[Start of Attachment]

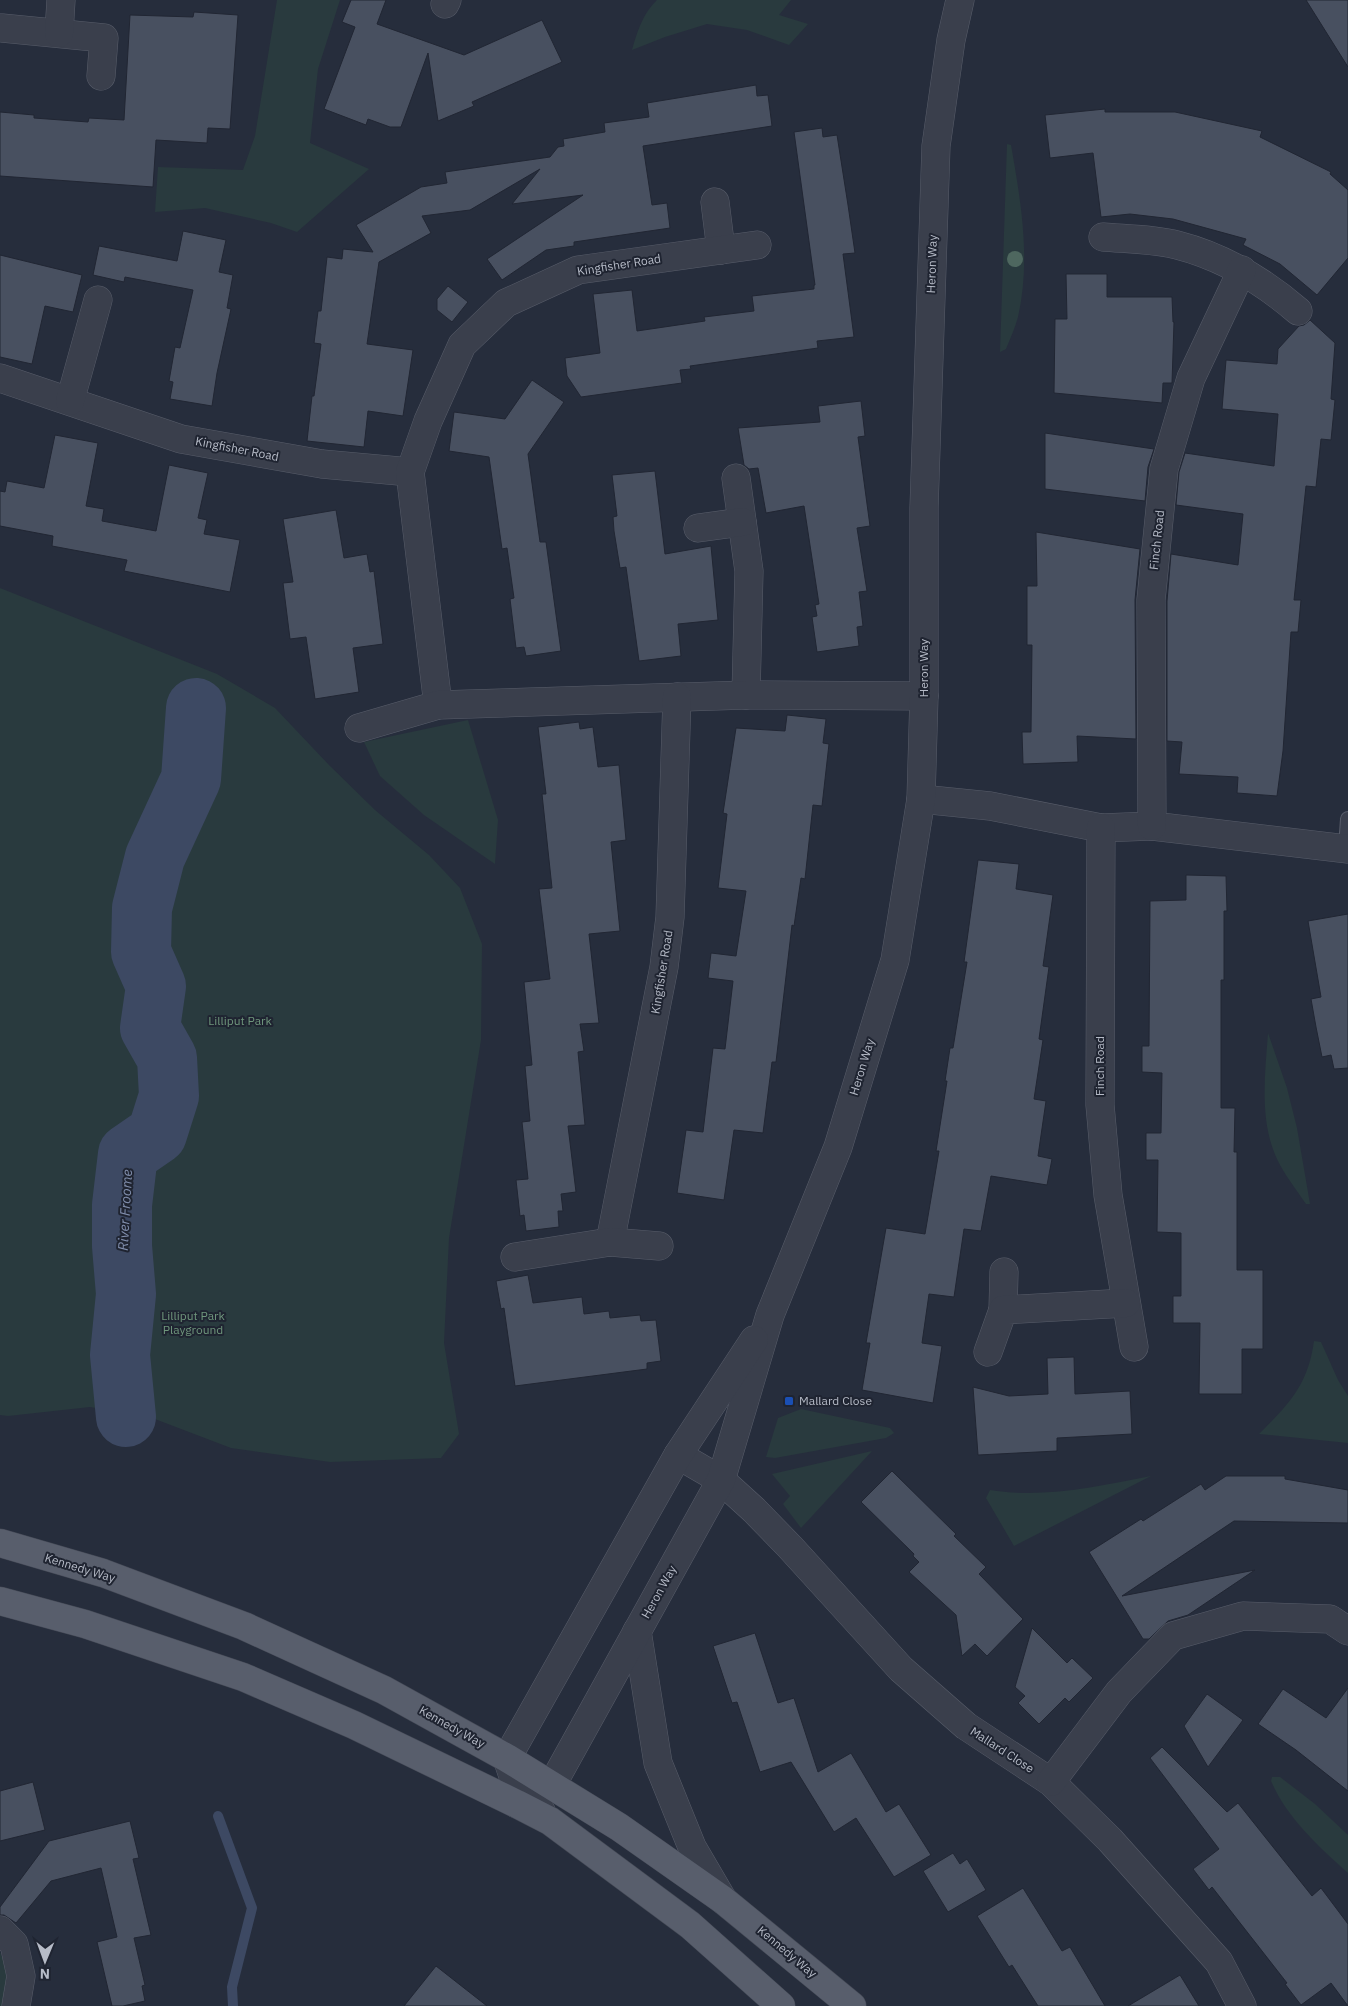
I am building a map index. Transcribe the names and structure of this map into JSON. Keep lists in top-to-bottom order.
{
  "streets": {
    "main road": ["Kennedy Way"],
    "street": [
      "Heron Way",
      "Kingfisher Road",
      "Finch Road",
      "Mallard Close"
    ]
  },
  "crossings": [
    ["Heron Way", "Kennedy Way"],
    ["Heron Way", "Mallard Close"]
  ],
  "water": ["River Froome"],
  "parks": ["Lilliput Park", "Lilliput Park Playground"],
  "places": {
    "transit": ["Mallard Close"]
  },
  "north": "bottom"
}
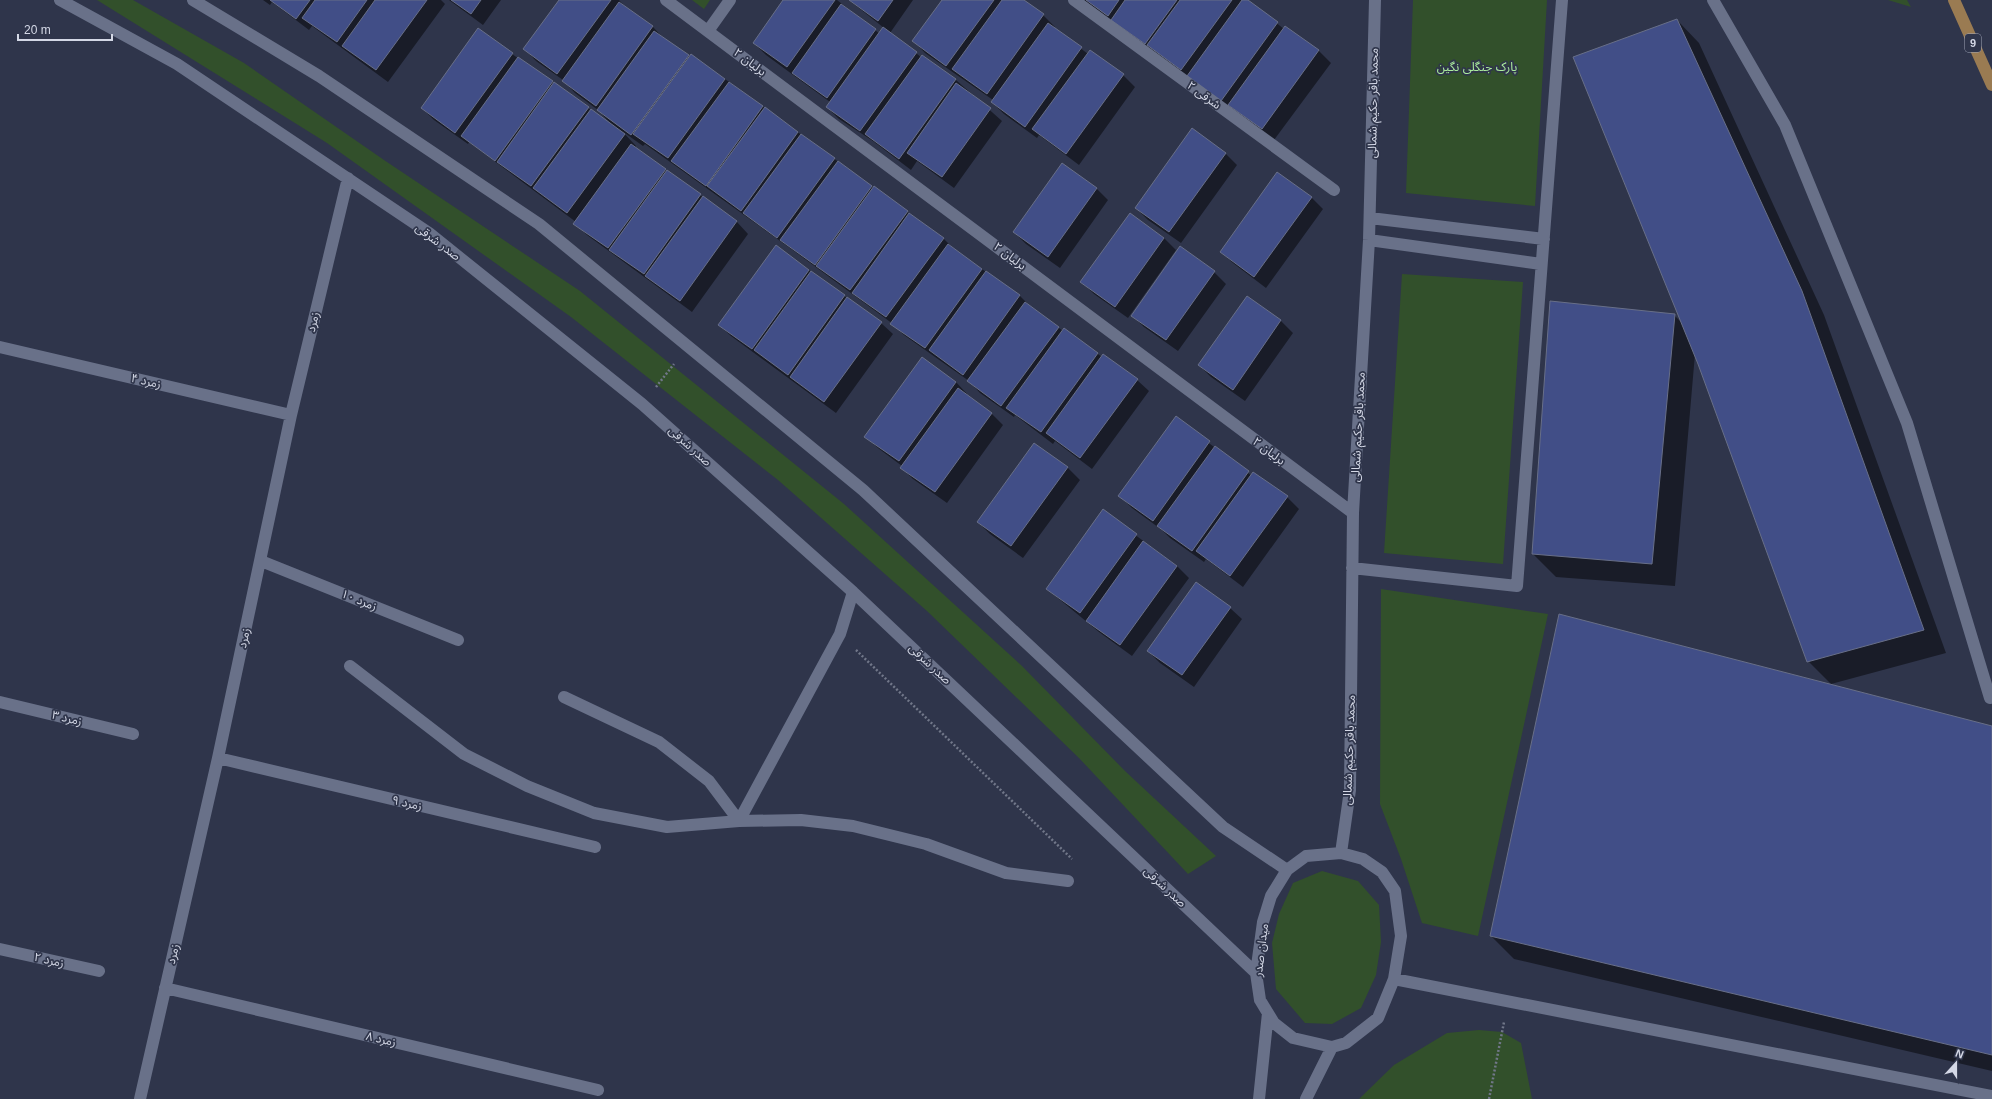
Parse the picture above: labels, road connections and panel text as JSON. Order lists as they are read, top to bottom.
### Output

[End of Attachment]

With the pictures removed, return the full listing exactly as given.

→ **EXERCISE RESPONSE**
I am building a map index. Transcribe the names and structure of this map into JSON. Keep lists in top-to-bottom order.
{
  "streets": {
    "main road": ["Kennedy Way"],
    "street": [
      "Heron Way",
      "Kingfisher Road",
      "Finch Road",
      "Mallard Close"
    ]
  },
  "crossings": [
    ["Heron Way", "Kennedy Way"],
    ["Heron Way", "Mallard Close"]
  ],
  "water": ["River Froome"],
  "parks": ["Lilliput Park", "Lilliput Park Playground"],
  "places": {
    "transit": ["Mallard Close"]
  },
  "north": "bottom"
}
Parse the picture above: labels, road connections and panel text as JSON. Order lists as they are read, top to bottom.
### Output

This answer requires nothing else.